Problem requirements: Go over the material below and report every line that contains the word "千葉市立小中台南小学校".
□ □ □ □ □ □ □
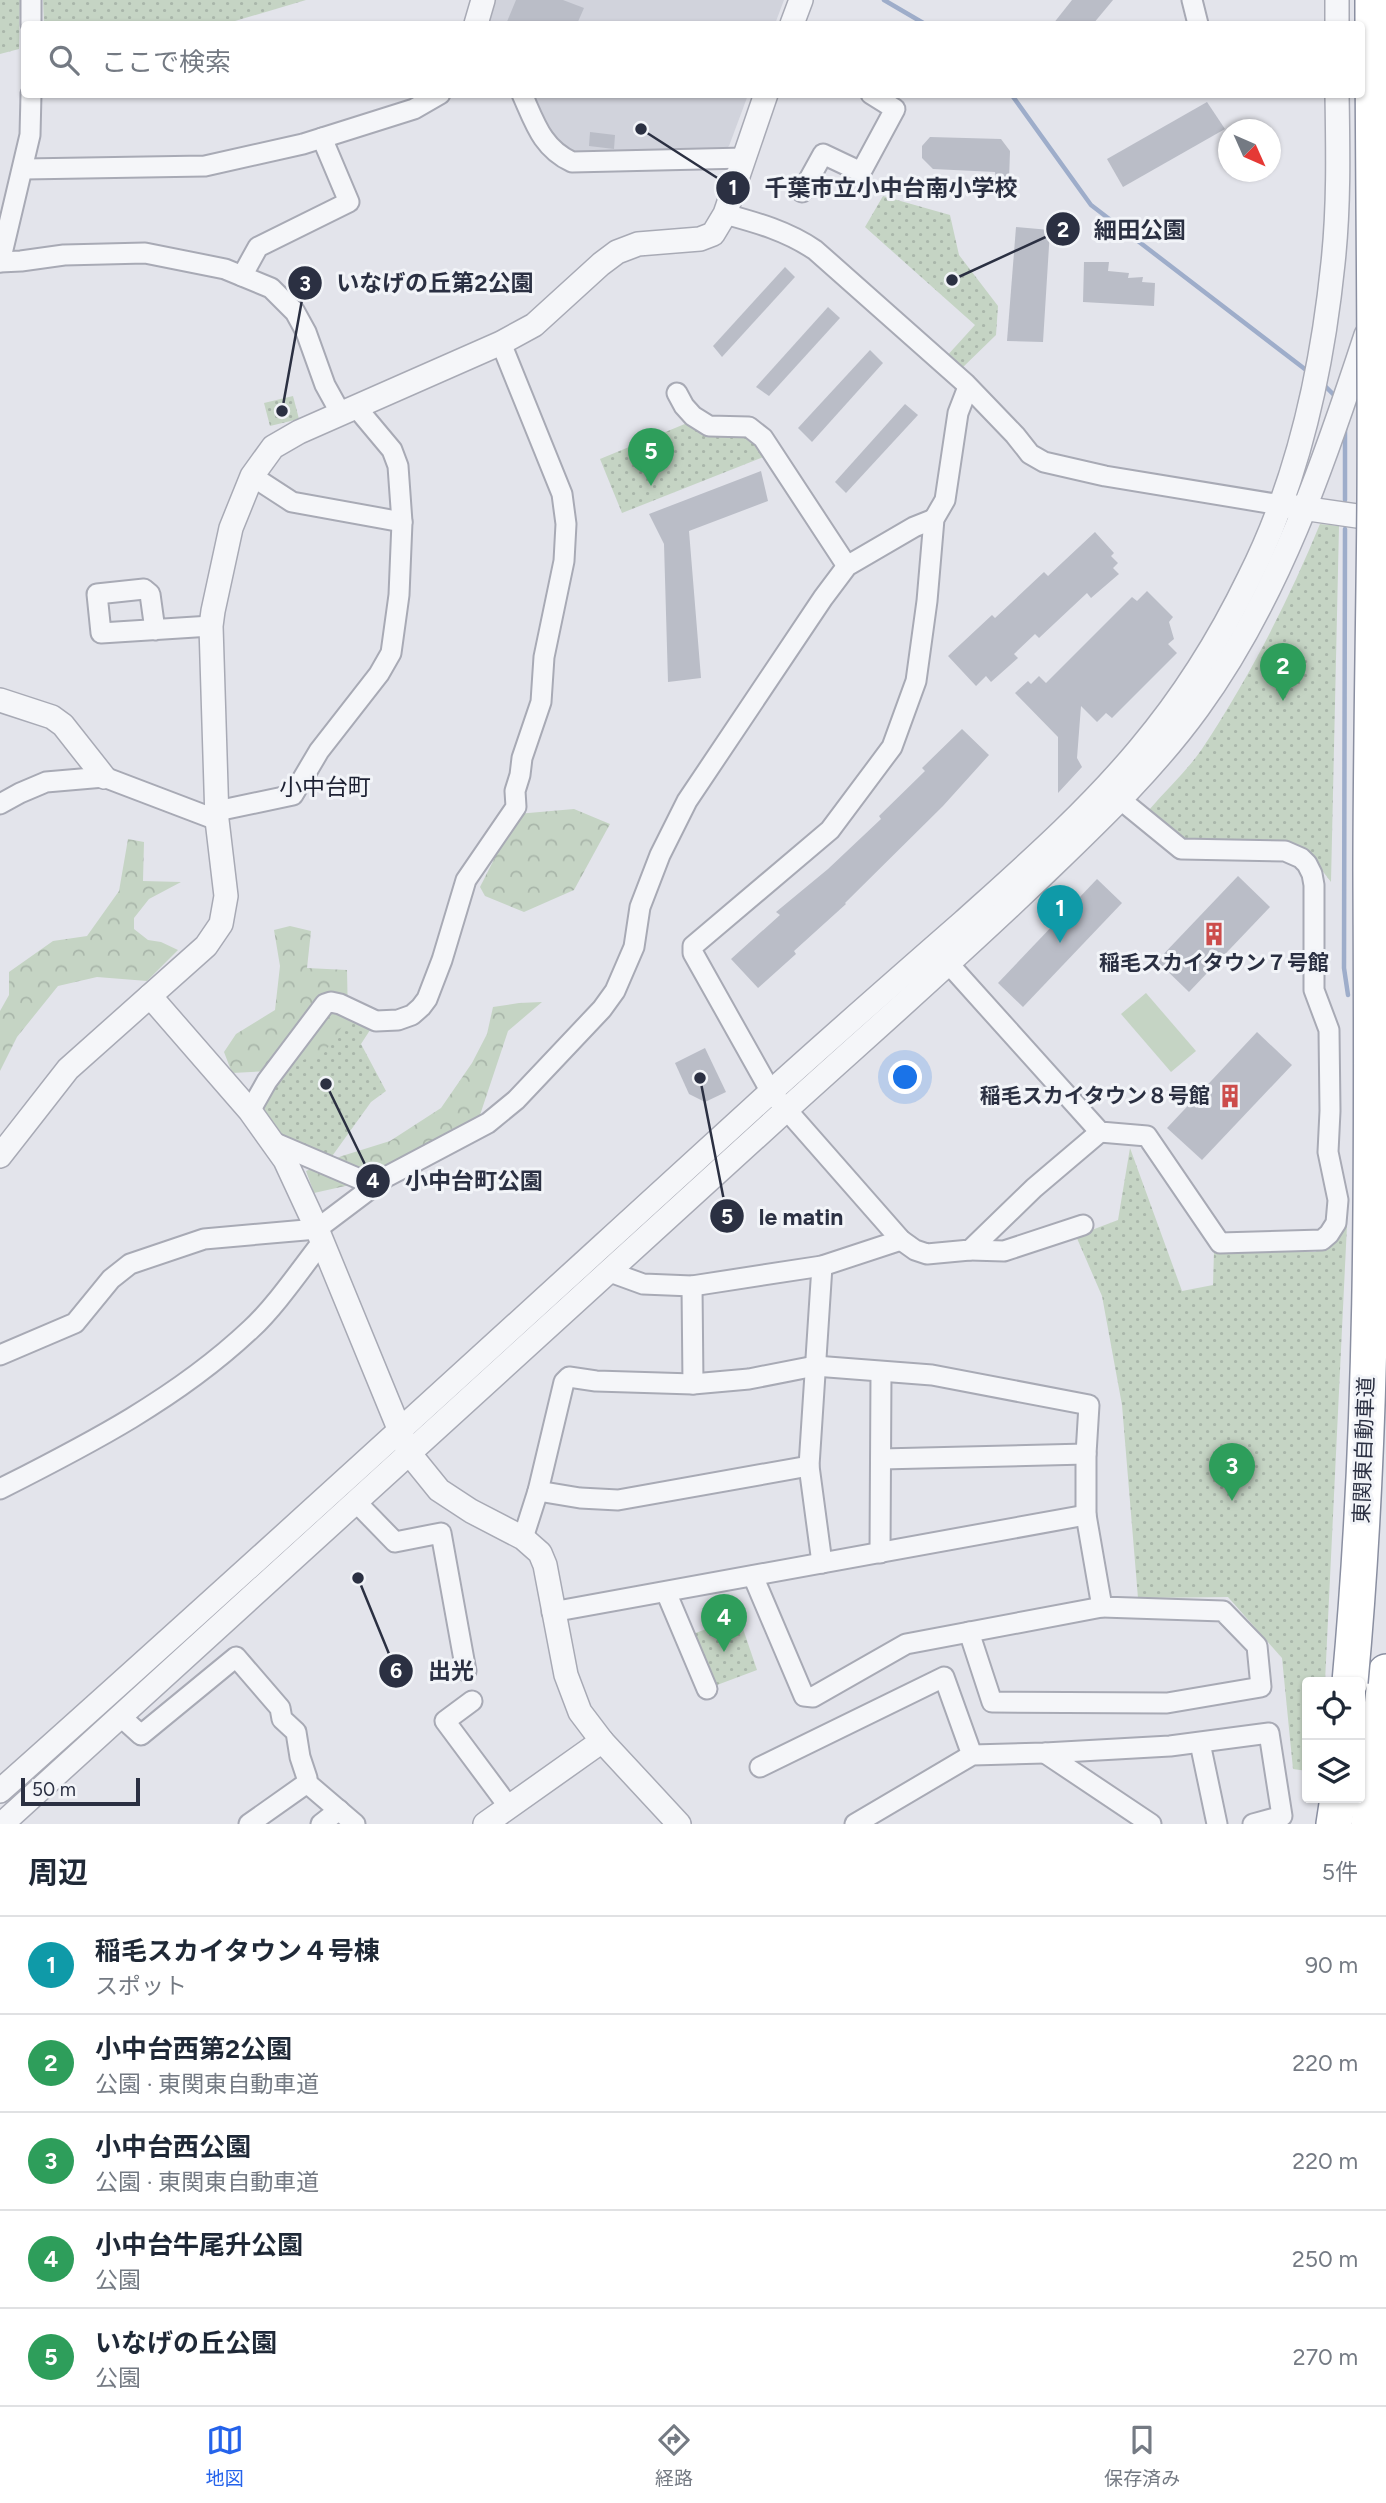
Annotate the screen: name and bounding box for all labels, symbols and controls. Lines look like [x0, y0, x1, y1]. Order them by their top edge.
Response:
search box [21, 21, 1365, 98]
icon: search [45, 41, 83, 79]
text: ここで検索 [101, 46, 231, 78]
north arrow [1218, 119, 1281, 182]
callout: 千葉市立小中台南小学校 [715, 166, 1031, 210]
text: 千葉市立小中台南小学校 [765, 174, 1018, 202]
text: 1 [729, 175, 737, 200]
callout: 細田公園 [1045, 207, 1200, 251]
text: 細田公園 [1094, 216, 1186, 244]
text: 2 [1057, 217, 1069, 242]
callout: いなげの丘第2公園 [288, 261, 548, 305]
text: いなげの丘第2公園 [336, 269, 534, 297]
text: 3 [299, 271, 311, 296]
pin: 5 [628, 428, 674, 486]
pin: 2 [1260, 643, 1306, 701]
district label: 小中台町 [279, 773, 371, 801]
pin: 1 [1037, 885, 1083, 943]
building icon: 稲毛スカイタウン７号館 [1200, 920, 1228, 948]
place label: 稲毛スカイタウン７号館 [1099, 950, 1329, 975]
your location [888, 1060, 922, 1094]
building icon: 稲毛スカイタウン８号館 [1216, 1082, 1244, 1110]
place label: 稲毛スカイタウン８号館 [980, 1083, 1210, 1108]
callout: 小中台町公園 [356, 1159, 557, 1203]
text: 小中台町公園 [405, 1167, 543, 1195]
text: 4 [366, 1168, 380, 1193]
callout: le matin [709, 1194, 857, 1238]
text: le matin [759, 1203, 843, 1231]
text: 5 [721, 1204, 733, 1229]
street label: 東関東自動車道 [1348, 1376, 1379, 1524]
pin: 3 [1209, 1443, 1255, 1501]
pin: 4 [701, 1594, 747, 1652]
callout: 出光 [379, 1649, 488, 1693]
text: 出光 [428, 1657, 474, 1685]
text: 6 [390, 1658, 402, 1683]
map controls [1302, 1677, 1365, 1803]
button: locate [1302, 1677, 1365, 1740]
button: layers [1302, 1740, 1365, 1803]
scale bar [21, 1775, 140, 1807]
text: 50 m [32, 1778, 76, 1801]
text: 周辺 [28, 1854, 88, 1891]
text: 5件 [1322, 1858, 1358, 1886]
text: 稲毛スカイタウン４号棟 [95, 1935, 380, 1967]
text: 1 [46, 1951, 56, 1979]
text: 90 m [1305, 1951, 1358, 1979]
text: スポット [95, 1972, 187, 2000]
text: 小中台西第2公園 [95, 2033, 292, 2065]
text: 2 [44, 2049, 58, 2077]
text: 220 m [1292, 2049, 1358, 2077]
text: 公園 · 東関東自動車道 [95, 2070, 319, 2098]
text: 小中台西公園 [95, 2131, 251, 2163]
text: 3 [45, 2147, 57, 2175]
text: 220 m [1292, 2147, 1358, 2175]
text: 公園 · 東関東自動車道 [95, 2168, 319, 2196]
text: 小中台牛尾升公園 [95, 2229, 303, 2261]
text: 4 [44, 2245, 58, 2273]
text: 250 m [1292, 2245, 1358, 2273]
text: 公園 [95, 2266, 141, 2294]
text: いなげの丘公園 [95, 2327, 277, 2359]
text: 5 [44, 2343, 58, 2371]
text: 270 m [1293, 2343, 1358, 2371]
text: 公園 [95, 2364, 141, 2392]
tab: 地図 [206, 2421, 244, 2490]
tab: 経路 [655, 2421, 693, 2490]
tab: 保存済み [1104, 2421, 1180, 2490]

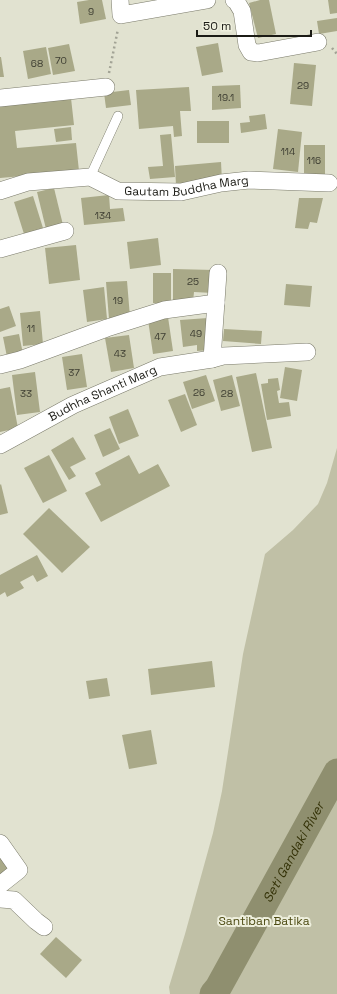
□ □ □ □ □ □ □
Solution to the problem:
callout: 千葉市立小中台南小学校 [715, 166, 1031, 210]
text: 千葉市立小中台南小学校 [765, 174, 1018, 202]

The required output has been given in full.